Access, tracks and boundaries
Understanding the practicalities of owning your woodland is important, and our approach is one of common sense and cooperation. We can introduce you to the other owners of nearby woodlands, so you can easily discuss areas of common interest.
Your woodland may have an access directly to the public road, but more usually you will be sharing the use of a track with other owners.
Where the track meets the road, there will usually be a locked gate, for which all owners will have keys or the combination. This gate protects everyone from dumping, and theft of cut wood or equipment, and should be kept locked at all times. You will be given keys, as soon as your purchase has been completed.
Shared tracks are usually owned by us, but the responsibility for their upkeep is with the users, who have undertaken to contribute “according to usage”.
Repairs to the track may be undertaken by owners themselves, with a working party, or they may involve hiring machinery and a driver and possibly materials like crushed stone. In our experience major repairs are not often needed if owners have been sensible in the way they use the track, particularly in wet conditions, and small potholes are filled in if they start to form.
It is also important to make sure that surface water can flow freely along ditches and through culverts - these are pipes that carry water from one side of the track to the other.
If you are going to extract timber from your wood, it is wise to ensure that this happens in dry conditions, and that your contractor is going to make good any damage done to the track.
It is well known that wide sunny tracks are very valuable for encouraging butterflies and all kinds of insects, and also insect-eating birds. Whether or not the shrubs and trees at the edge of your wood are actually on the land we have retained, we are more than happy for you to clear them away to admit more light. A sunny track also dries out more quickly and more completely, thus reducing the need for maintenance work.
The boundaries of your woodland will normally coincide with natural boundaries like ditches, banks, tracks or walls.

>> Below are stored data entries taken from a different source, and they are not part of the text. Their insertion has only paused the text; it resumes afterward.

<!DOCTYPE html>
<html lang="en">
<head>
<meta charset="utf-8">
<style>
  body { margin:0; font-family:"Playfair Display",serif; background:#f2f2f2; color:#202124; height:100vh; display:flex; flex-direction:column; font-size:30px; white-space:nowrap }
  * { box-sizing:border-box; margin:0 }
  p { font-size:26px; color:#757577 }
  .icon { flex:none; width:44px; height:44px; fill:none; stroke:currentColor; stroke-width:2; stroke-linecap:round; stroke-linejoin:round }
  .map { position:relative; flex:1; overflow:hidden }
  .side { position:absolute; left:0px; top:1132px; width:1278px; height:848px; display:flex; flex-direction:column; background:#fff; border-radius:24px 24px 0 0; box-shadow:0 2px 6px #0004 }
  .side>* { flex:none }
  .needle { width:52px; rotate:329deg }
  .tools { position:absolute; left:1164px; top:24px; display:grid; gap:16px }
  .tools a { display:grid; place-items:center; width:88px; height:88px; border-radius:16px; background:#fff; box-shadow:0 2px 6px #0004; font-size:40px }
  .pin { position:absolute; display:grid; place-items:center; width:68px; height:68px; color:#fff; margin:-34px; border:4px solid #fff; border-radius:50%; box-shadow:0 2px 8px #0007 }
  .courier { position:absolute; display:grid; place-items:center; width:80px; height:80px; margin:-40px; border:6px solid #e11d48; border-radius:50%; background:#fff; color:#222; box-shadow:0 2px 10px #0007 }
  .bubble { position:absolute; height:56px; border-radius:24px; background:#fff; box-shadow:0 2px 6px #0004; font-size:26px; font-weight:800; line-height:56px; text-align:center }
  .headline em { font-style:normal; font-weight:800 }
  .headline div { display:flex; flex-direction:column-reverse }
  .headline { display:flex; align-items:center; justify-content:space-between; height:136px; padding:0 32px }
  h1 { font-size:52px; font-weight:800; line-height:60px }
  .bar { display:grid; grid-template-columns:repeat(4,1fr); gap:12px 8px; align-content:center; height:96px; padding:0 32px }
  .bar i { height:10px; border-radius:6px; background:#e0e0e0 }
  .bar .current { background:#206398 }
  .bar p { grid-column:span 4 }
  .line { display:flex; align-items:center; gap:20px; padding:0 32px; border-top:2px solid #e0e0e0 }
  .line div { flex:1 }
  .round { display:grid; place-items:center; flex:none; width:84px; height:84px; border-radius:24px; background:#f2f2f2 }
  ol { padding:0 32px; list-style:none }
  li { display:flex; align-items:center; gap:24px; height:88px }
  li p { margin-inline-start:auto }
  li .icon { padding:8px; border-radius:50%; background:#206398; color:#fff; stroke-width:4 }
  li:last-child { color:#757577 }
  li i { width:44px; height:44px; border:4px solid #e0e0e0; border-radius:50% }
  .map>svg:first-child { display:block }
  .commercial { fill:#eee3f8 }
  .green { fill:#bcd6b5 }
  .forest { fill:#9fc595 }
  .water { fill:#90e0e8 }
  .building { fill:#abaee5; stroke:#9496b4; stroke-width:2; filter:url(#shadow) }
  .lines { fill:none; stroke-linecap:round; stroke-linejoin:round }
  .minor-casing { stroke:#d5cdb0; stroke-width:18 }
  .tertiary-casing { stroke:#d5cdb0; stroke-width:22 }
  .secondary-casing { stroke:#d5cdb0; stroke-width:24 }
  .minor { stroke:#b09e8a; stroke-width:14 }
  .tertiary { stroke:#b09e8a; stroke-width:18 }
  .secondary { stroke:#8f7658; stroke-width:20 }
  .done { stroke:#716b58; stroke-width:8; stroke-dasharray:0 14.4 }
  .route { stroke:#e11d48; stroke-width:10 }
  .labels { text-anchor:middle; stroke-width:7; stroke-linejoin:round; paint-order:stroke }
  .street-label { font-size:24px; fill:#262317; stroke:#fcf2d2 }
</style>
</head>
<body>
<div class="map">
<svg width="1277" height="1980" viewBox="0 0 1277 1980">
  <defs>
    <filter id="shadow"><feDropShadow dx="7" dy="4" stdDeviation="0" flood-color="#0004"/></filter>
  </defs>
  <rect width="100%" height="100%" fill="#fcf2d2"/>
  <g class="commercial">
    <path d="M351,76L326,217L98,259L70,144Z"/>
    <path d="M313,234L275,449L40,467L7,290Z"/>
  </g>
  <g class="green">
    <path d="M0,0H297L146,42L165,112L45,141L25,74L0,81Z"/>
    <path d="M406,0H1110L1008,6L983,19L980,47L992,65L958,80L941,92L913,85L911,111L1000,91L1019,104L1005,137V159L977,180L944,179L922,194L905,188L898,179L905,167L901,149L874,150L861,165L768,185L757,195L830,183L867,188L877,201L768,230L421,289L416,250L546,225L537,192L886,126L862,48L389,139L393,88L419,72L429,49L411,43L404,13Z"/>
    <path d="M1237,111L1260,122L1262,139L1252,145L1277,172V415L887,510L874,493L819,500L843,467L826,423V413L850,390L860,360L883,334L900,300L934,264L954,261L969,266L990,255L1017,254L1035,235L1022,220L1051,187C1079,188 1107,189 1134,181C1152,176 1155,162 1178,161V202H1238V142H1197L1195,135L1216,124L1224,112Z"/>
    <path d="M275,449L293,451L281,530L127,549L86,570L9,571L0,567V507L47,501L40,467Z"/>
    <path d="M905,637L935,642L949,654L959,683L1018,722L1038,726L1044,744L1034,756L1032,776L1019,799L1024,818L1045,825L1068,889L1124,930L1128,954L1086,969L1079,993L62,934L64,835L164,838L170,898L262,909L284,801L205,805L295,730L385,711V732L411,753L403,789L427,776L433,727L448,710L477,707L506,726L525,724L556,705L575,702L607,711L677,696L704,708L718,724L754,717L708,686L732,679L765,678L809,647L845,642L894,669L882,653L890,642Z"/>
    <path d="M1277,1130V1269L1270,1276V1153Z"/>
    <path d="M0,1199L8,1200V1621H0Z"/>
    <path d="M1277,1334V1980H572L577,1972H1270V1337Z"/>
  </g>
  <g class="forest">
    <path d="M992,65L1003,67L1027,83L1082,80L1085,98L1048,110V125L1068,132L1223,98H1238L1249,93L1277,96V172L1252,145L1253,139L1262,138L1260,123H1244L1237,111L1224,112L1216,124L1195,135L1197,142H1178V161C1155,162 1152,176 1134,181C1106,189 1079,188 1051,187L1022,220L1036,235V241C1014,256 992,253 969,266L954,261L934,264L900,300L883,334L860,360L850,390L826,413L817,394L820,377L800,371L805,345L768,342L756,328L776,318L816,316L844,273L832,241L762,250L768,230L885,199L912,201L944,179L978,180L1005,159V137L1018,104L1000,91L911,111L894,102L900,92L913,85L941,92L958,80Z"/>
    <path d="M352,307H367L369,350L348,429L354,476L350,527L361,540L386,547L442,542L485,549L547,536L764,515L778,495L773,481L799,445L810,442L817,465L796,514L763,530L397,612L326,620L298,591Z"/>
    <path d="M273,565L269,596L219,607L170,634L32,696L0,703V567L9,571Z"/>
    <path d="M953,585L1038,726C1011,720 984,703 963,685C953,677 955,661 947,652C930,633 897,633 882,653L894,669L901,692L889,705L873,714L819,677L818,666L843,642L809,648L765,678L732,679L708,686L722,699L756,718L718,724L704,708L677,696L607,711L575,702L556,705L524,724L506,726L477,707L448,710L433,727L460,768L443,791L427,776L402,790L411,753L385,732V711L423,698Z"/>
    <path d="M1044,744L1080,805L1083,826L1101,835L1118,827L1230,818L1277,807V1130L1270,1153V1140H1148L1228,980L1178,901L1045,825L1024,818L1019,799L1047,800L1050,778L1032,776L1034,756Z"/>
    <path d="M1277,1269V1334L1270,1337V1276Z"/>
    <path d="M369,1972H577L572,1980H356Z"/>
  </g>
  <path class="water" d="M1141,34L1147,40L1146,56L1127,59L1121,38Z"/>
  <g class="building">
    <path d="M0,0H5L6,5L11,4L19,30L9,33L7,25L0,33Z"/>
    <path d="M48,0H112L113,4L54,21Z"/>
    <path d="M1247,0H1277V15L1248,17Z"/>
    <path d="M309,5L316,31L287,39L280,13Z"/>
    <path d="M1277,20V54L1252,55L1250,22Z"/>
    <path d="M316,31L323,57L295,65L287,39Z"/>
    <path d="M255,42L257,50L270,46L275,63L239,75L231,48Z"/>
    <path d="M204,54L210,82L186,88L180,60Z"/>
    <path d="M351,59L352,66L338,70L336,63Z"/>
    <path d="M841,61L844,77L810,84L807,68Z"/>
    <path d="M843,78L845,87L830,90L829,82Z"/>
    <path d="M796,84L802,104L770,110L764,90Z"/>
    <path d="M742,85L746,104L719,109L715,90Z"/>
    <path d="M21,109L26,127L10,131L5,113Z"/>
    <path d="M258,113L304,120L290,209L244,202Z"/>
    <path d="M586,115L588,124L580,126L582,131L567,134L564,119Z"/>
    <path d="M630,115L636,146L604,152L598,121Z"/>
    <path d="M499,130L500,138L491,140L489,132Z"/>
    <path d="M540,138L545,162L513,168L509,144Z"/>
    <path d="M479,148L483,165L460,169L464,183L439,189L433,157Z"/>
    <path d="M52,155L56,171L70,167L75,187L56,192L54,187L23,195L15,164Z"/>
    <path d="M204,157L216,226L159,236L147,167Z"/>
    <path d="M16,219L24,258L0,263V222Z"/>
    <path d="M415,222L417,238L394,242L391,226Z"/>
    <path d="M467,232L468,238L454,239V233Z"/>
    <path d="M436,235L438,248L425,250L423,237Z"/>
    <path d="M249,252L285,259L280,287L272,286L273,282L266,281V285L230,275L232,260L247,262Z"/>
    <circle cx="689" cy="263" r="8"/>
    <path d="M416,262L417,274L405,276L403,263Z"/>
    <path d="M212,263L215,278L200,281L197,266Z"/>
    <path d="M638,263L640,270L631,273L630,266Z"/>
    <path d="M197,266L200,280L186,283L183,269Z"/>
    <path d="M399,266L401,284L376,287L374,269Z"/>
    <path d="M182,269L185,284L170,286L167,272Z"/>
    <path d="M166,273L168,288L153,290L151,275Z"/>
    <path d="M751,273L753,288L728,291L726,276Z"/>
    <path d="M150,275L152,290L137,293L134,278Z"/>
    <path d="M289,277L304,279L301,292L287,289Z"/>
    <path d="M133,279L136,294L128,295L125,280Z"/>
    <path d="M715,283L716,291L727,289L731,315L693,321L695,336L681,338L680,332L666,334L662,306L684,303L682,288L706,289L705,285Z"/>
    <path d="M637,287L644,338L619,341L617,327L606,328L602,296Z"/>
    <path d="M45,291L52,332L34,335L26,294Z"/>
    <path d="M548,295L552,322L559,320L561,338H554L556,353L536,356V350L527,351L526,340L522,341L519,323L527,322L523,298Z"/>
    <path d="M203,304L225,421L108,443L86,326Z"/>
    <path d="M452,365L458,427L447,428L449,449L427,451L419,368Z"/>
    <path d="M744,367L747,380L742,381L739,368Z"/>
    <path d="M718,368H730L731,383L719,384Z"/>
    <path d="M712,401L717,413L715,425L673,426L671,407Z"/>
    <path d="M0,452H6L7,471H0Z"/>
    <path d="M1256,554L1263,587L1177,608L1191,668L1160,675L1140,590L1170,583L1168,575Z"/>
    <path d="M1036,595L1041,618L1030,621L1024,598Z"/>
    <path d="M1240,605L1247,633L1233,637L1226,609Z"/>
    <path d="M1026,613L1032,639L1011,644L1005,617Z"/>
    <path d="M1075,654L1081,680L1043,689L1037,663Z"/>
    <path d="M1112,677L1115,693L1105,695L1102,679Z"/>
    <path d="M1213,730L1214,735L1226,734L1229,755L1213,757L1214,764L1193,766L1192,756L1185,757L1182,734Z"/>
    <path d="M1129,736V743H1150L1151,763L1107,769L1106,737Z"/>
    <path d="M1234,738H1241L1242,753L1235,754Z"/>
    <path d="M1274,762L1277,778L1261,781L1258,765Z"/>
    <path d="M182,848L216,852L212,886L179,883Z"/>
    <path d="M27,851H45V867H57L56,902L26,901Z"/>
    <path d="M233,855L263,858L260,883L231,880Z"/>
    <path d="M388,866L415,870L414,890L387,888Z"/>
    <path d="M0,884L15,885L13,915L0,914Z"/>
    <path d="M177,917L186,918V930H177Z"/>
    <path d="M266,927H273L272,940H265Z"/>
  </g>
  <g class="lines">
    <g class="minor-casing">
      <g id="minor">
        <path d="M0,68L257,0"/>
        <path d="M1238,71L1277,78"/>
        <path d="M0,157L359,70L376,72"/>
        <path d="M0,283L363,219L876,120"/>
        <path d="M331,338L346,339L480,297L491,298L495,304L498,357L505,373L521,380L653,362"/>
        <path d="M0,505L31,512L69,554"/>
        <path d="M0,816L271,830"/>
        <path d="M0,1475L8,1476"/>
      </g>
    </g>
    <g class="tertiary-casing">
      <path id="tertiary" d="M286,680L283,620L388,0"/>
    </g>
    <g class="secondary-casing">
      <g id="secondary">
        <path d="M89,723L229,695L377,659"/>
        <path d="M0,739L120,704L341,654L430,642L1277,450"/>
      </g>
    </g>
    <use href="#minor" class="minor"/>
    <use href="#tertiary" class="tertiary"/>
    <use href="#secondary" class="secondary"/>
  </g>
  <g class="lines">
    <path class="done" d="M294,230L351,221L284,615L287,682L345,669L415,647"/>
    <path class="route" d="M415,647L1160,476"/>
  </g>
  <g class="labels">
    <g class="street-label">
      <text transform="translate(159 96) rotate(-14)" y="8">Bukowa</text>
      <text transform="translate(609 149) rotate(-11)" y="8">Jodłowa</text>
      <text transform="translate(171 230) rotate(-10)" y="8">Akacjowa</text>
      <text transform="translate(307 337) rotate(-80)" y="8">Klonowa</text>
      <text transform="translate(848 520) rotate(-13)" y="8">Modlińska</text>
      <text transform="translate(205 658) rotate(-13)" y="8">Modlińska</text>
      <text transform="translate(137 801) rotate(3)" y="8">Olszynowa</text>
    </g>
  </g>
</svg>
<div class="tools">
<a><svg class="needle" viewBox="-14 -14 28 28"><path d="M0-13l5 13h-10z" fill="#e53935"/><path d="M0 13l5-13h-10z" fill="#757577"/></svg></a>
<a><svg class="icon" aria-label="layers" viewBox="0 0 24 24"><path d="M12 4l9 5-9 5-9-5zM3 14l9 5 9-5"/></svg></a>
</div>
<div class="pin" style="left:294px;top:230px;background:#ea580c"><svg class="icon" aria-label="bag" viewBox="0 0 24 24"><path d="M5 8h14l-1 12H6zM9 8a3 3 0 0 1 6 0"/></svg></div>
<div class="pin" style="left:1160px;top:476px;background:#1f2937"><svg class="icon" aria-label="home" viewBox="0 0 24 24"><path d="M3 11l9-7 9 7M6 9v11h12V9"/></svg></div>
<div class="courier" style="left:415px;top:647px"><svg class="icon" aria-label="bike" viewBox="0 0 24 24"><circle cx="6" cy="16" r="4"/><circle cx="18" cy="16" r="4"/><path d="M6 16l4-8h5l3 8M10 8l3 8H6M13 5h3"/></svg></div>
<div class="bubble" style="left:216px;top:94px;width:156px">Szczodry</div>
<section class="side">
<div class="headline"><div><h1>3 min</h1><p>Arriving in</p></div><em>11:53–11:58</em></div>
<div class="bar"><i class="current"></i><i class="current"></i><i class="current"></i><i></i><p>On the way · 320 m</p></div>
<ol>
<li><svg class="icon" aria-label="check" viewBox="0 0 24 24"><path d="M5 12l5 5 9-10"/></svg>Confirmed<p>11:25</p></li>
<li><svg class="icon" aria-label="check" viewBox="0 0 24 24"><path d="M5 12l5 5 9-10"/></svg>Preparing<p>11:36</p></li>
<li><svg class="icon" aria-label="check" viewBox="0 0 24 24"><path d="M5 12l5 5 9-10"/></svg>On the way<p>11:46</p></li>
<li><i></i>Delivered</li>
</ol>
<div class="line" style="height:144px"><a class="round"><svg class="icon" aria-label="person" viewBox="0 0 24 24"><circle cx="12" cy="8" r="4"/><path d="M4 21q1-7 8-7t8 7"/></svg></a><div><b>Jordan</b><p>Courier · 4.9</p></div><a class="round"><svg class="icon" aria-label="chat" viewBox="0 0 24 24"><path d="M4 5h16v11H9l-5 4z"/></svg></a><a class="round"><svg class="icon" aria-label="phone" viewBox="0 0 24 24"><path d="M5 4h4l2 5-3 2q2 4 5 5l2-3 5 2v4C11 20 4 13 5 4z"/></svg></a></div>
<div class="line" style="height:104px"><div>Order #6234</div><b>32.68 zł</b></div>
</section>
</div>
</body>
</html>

After buying, you might naturally consider fencing some or all of your woodland — maybe to try and make it more private— but we generally advise against this. The natural world and animals in particular don’t understand fences! We certainly recommend not putting up stock-proof fencing so that wildlife can roam freely.
From our many years of experience, we don’t see a lot of trespassing in woodlands and people tend to be respectful and stick to footpaths.